▶ **Problem requirements**
What you produce should be every line from the data that includes "highway".

Collected data:
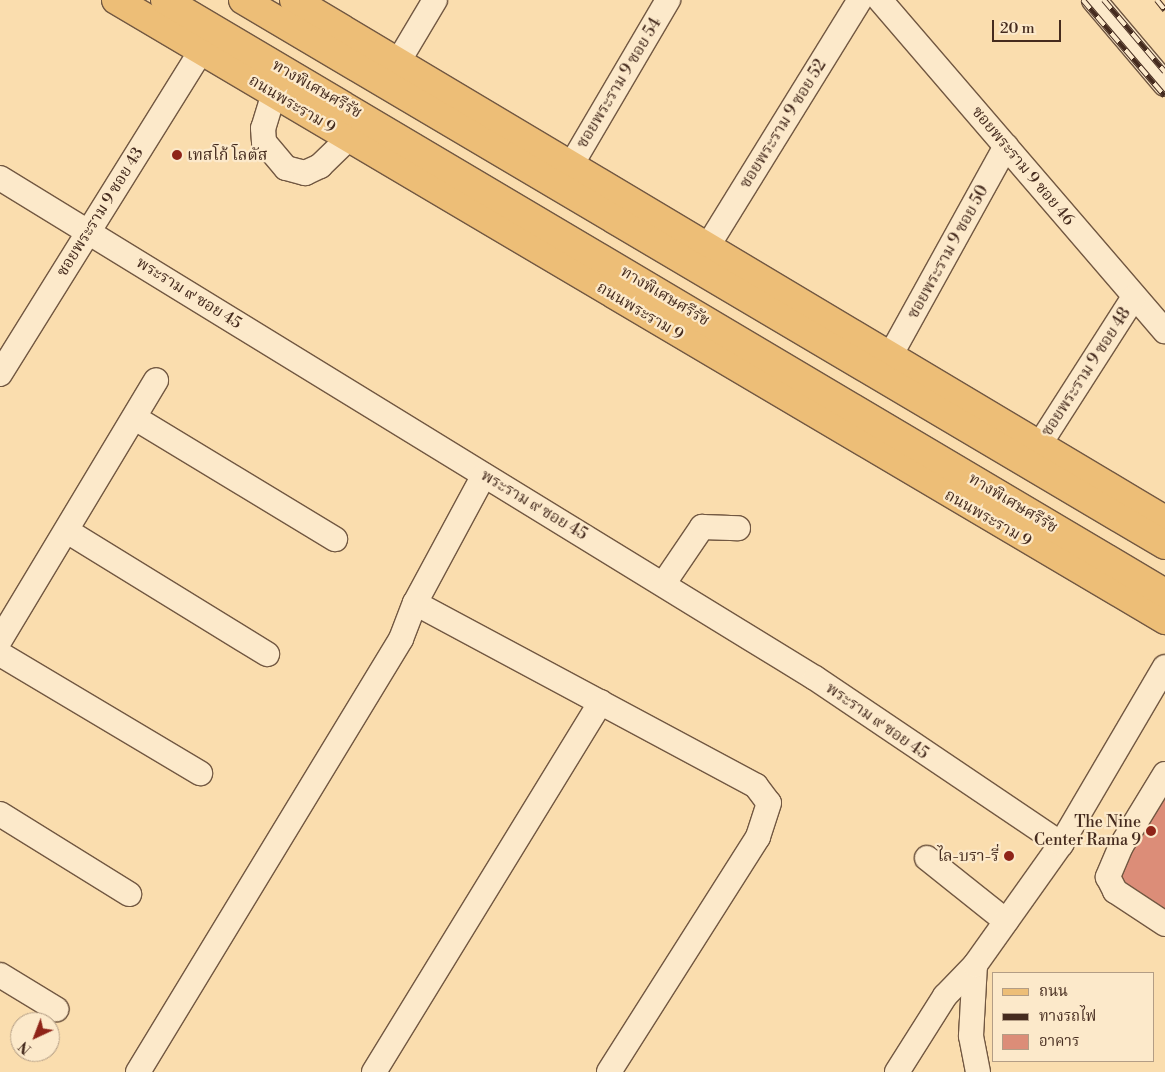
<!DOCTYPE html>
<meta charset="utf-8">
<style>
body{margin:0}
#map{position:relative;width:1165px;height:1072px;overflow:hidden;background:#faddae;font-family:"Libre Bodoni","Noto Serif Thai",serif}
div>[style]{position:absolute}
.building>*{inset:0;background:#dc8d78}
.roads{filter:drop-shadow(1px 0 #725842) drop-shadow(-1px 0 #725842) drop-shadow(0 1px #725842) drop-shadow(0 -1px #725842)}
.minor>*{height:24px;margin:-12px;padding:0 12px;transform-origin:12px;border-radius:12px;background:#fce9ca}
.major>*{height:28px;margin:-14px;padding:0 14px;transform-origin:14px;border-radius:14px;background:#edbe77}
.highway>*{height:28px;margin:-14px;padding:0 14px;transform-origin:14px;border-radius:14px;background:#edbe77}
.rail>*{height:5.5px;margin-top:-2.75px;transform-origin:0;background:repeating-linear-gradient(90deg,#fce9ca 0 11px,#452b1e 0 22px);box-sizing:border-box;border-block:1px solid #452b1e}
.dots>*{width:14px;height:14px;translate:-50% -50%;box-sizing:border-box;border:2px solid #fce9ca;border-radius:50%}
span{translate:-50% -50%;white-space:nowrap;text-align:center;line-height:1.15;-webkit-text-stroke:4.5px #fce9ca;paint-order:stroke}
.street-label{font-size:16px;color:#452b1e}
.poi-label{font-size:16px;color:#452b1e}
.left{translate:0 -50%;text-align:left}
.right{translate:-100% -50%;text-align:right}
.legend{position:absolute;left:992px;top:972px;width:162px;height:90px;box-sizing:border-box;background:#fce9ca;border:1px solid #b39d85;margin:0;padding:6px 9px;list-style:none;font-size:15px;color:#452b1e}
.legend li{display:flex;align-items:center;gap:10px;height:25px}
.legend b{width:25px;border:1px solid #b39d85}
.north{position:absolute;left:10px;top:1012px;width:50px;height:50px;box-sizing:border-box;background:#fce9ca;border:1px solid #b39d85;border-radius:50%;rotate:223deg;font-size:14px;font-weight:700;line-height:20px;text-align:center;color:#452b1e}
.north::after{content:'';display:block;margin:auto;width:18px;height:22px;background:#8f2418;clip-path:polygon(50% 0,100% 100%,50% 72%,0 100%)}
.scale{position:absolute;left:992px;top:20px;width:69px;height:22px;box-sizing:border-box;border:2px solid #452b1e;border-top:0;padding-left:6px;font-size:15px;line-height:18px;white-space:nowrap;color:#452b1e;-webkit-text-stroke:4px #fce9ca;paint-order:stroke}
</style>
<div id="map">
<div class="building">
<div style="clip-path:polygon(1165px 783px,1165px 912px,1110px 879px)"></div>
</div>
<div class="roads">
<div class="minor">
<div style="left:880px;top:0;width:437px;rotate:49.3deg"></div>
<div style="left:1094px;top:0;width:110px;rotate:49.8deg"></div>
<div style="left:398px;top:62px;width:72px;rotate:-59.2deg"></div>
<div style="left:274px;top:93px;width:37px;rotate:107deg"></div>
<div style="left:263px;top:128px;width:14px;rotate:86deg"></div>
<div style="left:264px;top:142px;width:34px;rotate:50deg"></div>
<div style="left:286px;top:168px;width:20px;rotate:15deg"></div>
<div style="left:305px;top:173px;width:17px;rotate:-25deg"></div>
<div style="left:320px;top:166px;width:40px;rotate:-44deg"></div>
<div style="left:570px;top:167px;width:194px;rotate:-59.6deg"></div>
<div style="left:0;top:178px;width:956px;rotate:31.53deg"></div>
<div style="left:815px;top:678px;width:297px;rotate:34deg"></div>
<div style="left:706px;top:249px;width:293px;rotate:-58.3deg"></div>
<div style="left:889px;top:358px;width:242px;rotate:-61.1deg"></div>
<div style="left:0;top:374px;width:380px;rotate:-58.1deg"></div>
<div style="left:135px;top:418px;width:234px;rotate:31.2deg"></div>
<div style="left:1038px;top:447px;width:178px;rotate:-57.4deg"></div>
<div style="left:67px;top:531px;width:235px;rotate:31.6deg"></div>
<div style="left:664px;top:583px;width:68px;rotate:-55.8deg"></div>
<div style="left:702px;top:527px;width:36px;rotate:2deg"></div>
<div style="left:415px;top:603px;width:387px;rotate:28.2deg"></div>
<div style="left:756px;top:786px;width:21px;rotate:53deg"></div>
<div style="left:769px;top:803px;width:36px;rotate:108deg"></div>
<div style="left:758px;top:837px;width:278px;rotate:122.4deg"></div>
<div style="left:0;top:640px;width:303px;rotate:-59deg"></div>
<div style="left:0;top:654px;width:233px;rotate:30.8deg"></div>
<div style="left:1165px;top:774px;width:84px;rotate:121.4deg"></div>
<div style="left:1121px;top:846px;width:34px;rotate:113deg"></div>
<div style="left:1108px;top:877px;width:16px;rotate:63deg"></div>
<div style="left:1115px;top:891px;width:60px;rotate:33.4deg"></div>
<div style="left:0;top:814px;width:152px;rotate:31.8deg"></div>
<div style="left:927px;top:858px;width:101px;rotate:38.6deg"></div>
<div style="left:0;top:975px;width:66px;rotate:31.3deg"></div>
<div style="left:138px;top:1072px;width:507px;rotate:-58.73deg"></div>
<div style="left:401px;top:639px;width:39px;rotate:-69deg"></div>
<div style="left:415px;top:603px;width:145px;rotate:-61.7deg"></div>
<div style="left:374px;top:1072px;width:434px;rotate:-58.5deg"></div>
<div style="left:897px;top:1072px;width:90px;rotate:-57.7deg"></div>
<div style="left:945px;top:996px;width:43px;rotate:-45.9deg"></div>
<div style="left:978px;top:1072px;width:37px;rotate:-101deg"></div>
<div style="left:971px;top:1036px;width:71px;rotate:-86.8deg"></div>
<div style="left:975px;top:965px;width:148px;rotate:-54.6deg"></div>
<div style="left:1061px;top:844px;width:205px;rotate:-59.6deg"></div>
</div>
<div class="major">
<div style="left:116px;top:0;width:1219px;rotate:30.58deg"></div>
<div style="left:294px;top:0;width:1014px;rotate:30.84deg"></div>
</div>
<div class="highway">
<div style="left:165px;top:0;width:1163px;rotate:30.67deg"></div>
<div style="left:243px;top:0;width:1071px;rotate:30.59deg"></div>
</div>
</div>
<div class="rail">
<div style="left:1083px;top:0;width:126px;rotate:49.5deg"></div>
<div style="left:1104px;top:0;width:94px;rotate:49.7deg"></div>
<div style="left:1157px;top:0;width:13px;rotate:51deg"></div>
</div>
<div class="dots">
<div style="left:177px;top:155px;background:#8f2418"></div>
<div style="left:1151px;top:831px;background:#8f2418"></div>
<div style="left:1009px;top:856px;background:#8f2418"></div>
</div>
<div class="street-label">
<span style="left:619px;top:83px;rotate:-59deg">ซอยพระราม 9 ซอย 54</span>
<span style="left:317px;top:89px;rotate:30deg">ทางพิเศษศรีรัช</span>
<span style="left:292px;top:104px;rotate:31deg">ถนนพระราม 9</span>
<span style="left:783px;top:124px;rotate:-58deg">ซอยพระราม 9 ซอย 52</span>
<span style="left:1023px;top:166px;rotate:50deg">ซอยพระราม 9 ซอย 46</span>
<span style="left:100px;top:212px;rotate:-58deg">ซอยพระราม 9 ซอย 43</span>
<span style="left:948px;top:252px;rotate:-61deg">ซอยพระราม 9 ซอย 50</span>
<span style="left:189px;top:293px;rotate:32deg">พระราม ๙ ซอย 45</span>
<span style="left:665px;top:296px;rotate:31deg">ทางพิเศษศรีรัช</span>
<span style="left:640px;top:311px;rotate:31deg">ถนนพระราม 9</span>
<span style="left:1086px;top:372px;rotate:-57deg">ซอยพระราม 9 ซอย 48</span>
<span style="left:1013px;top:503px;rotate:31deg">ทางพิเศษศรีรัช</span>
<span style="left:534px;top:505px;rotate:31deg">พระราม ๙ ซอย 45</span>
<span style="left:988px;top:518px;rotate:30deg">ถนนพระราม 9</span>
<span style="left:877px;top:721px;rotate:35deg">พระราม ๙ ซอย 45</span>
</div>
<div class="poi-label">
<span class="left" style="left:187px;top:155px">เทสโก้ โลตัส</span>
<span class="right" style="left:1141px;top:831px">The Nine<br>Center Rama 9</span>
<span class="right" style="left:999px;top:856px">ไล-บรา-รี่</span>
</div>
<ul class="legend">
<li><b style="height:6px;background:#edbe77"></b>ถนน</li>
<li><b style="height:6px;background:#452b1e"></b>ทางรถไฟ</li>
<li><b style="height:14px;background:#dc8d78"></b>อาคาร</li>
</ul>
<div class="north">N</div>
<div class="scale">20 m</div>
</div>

▶ **Answer space**
.highway>*{height:28px;margin:-14px;padding:0 14px;transform-origin:14px;border-radius:14px;background:#edbe77}
<div class="highway">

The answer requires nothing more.